WHAT YOU NEED TO DO
Transcribe the listing below exactly, from its first line through the line with "filter:drop-shadow(2px 0 #a4a4ab)". Omit the pictures.

*** Opening of PROVIDED DATA ***

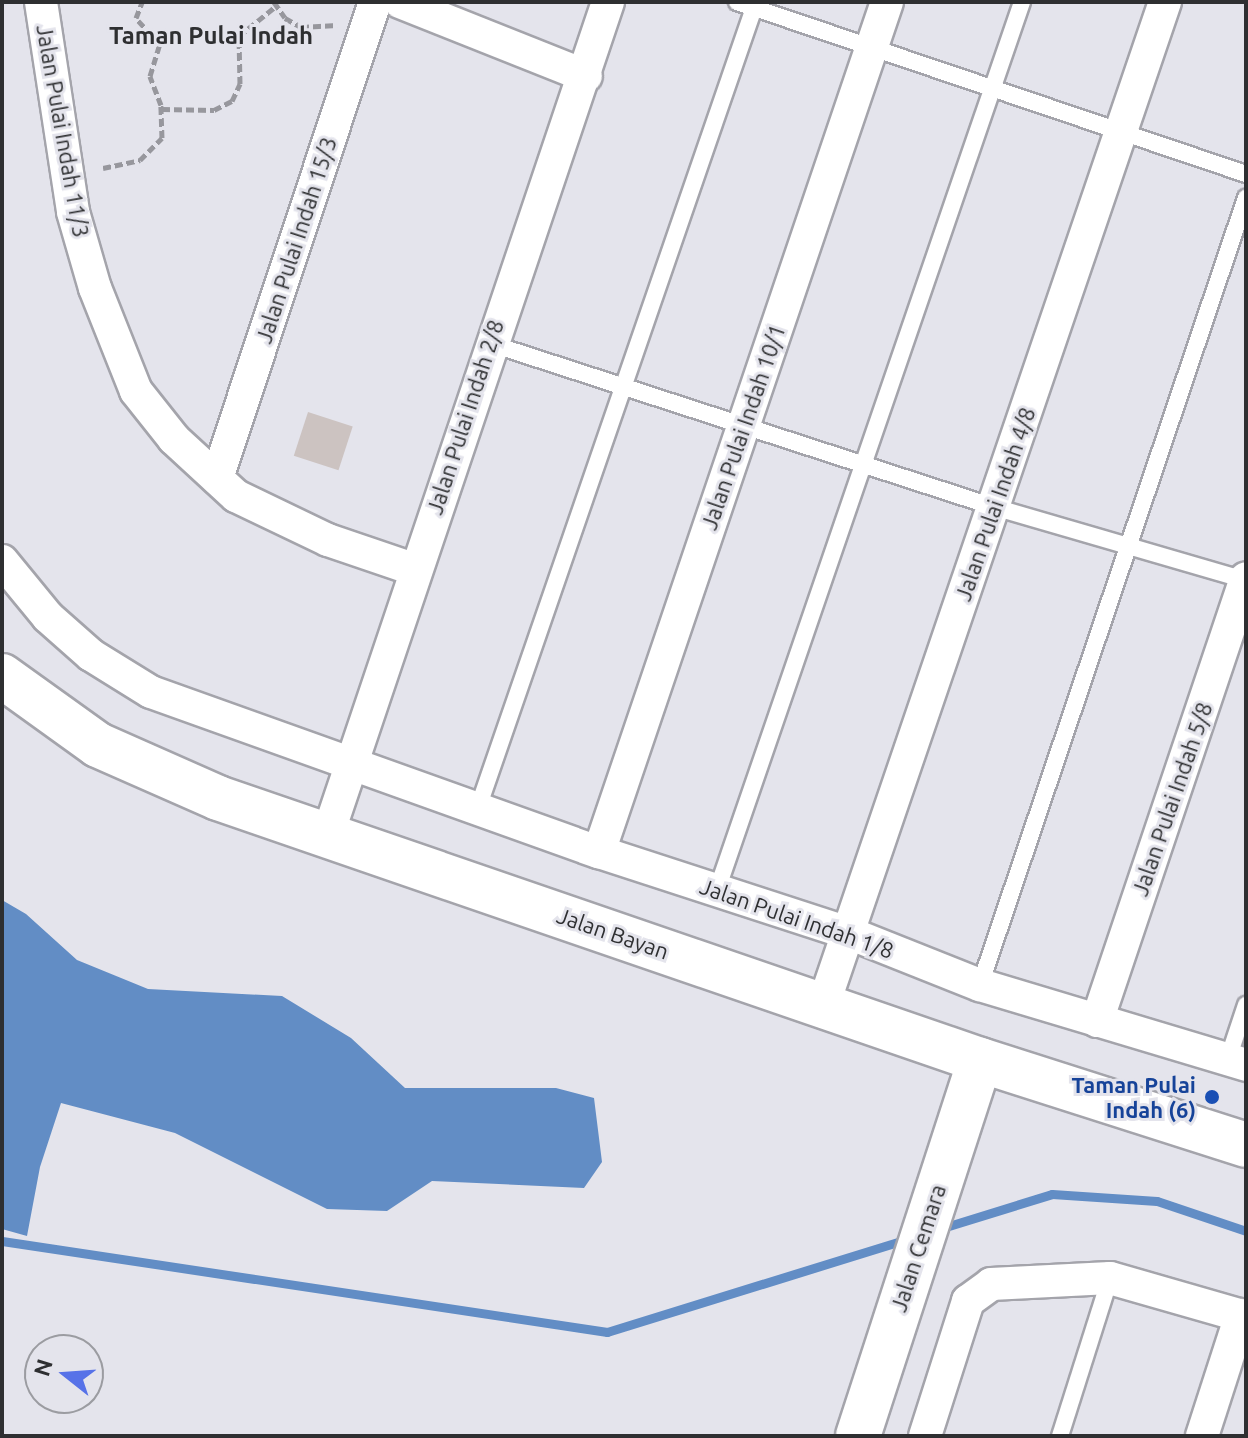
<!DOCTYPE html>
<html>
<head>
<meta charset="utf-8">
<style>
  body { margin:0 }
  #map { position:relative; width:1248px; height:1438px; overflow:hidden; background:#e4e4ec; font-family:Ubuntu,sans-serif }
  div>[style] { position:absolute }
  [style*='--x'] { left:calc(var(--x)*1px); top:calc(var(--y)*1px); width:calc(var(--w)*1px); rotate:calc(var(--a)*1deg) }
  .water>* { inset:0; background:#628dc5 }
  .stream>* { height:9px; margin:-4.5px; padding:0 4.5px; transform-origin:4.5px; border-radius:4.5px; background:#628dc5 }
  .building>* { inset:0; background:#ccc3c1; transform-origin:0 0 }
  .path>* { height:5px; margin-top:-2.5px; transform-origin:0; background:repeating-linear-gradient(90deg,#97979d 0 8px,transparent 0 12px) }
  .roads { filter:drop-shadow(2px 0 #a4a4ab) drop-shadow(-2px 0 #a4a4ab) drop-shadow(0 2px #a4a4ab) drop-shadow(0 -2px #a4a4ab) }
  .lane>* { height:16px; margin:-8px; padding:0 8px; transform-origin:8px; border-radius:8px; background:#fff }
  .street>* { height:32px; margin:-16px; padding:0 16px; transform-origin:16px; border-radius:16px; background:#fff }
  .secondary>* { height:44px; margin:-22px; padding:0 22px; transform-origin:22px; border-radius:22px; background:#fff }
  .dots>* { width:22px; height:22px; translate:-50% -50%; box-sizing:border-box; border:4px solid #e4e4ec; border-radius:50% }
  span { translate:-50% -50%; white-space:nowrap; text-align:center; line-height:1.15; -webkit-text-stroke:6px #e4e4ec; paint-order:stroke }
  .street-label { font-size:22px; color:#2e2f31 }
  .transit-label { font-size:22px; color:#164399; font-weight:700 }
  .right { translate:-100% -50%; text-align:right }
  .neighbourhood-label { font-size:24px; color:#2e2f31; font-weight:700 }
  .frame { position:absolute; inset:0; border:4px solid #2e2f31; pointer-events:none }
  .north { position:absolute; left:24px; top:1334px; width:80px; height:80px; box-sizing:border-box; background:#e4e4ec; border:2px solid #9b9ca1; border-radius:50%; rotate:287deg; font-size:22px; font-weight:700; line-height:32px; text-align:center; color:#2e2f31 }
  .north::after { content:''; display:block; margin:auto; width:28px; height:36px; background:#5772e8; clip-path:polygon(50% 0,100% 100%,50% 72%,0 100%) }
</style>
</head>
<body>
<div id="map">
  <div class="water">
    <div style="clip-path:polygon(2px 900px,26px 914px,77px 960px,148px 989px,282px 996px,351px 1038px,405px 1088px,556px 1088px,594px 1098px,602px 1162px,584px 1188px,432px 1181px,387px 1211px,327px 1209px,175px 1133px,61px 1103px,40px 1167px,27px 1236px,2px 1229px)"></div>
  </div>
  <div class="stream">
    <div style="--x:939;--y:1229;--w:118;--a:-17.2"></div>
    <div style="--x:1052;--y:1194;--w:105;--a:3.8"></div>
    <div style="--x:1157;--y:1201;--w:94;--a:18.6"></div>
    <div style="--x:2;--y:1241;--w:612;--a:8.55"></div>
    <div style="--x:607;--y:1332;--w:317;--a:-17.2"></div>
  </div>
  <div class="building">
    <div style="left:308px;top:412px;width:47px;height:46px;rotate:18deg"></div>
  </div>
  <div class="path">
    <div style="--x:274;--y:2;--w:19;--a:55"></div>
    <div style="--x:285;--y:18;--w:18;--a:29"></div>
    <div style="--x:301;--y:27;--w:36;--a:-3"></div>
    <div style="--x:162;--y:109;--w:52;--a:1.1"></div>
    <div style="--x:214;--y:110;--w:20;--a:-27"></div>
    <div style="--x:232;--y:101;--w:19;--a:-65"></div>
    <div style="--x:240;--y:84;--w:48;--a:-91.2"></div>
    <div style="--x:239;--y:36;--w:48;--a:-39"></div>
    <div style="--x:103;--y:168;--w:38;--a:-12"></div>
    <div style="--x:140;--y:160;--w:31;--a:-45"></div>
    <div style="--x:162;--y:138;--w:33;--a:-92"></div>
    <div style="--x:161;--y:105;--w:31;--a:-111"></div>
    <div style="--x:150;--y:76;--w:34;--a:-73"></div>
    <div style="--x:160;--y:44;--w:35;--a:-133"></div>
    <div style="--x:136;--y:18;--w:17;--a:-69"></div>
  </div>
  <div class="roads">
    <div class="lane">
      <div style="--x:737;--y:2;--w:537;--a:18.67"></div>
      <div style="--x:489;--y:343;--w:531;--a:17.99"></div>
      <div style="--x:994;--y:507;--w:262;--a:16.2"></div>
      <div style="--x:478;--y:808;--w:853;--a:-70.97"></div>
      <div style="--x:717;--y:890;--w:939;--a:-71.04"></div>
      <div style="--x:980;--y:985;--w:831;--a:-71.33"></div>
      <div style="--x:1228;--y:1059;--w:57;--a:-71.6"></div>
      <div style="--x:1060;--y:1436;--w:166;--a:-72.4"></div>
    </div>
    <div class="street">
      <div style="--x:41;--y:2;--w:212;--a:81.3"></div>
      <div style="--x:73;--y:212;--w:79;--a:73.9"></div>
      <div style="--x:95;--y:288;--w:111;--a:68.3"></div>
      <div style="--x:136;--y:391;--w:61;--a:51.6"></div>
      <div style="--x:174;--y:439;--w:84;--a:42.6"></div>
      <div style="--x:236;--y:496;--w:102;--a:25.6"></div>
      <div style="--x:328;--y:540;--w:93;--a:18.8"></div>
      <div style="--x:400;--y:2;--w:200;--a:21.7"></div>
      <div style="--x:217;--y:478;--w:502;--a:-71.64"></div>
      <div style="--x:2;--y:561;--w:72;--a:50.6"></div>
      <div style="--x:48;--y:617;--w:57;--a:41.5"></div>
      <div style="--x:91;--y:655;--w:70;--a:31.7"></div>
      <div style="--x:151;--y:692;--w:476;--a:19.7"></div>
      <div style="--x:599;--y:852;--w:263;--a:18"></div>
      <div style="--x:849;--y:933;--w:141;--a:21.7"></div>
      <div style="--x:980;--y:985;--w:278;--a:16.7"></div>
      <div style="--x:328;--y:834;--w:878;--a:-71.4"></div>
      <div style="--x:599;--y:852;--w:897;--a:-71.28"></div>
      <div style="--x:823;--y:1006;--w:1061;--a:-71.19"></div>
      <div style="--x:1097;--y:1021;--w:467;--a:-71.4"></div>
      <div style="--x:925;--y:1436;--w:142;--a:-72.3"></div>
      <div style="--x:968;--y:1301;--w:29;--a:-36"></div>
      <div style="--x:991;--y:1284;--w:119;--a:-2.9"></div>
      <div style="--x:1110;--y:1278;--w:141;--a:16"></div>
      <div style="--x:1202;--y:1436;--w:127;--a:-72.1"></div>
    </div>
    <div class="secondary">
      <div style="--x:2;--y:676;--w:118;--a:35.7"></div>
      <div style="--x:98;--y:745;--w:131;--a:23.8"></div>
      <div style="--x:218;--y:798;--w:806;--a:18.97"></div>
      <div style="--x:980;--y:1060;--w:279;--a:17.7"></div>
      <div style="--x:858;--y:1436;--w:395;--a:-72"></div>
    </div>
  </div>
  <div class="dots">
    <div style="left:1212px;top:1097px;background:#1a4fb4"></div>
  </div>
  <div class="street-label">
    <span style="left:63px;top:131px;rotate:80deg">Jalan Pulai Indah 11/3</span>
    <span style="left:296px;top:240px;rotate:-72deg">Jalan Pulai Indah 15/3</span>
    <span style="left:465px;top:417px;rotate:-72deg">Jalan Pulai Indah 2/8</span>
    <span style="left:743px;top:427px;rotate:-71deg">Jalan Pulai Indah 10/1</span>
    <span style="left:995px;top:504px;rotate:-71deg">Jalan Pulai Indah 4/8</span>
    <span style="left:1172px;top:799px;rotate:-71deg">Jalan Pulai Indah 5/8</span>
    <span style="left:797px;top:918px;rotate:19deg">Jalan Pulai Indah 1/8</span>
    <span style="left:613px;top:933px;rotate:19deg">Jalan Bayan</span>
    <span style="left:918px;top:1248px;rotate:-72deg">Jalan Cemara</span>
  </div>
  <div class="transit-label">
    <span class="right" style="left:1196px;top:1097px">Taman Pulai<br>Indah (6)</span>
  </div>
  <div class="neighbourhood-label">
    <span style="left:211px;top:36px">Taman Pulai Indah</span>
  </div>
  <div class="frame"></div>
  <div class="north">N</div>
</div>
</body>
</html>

*** Close of PROVIDED DATA ***

RESPONSE TO THIS EXERCISE
<!DOCTYPE html>
<html>
<head>
<meta charset="utf-8">
<style>
  body { margin:0 }
  #map { position:relative; width:1248px; height:1438px; overflow:hidden; background:#e4e4ec; font-family:Ubuntu,sans-serif }
  div>[style] { position:absolute }
  [style*='--x'] { left:calc(var(--x)*1px); top:calc(var(--y)*1px); width:calc(var(--w)*1px); rotate:calc(var(--a)*1deg) }
  .water>* { inset:0; background:#628dc5 }
  .stream>* { height:9px; margin:-4.5px; padding:0 4.5px; transform-origin:4.5px; border-radius:4.5px; background:#628dc5 }
  .building>* { inset:0; background:#ccc3c1; transform-origin:0 0 }
  .path>* { height:5px; margin-top:-2.5px; transform-origin:0; background:repeating-linear-gradient(90deg,#97979d 0 8px,transparent 0 12px) }
  .roads { filter:drop-shadow(2px 0 #a4a4ab) drop-shadow(-2px 0 #a4a4ab) drop-shadow(0 2px #a4a4ab) drop-shadow(0 -2px #a4a4ab) }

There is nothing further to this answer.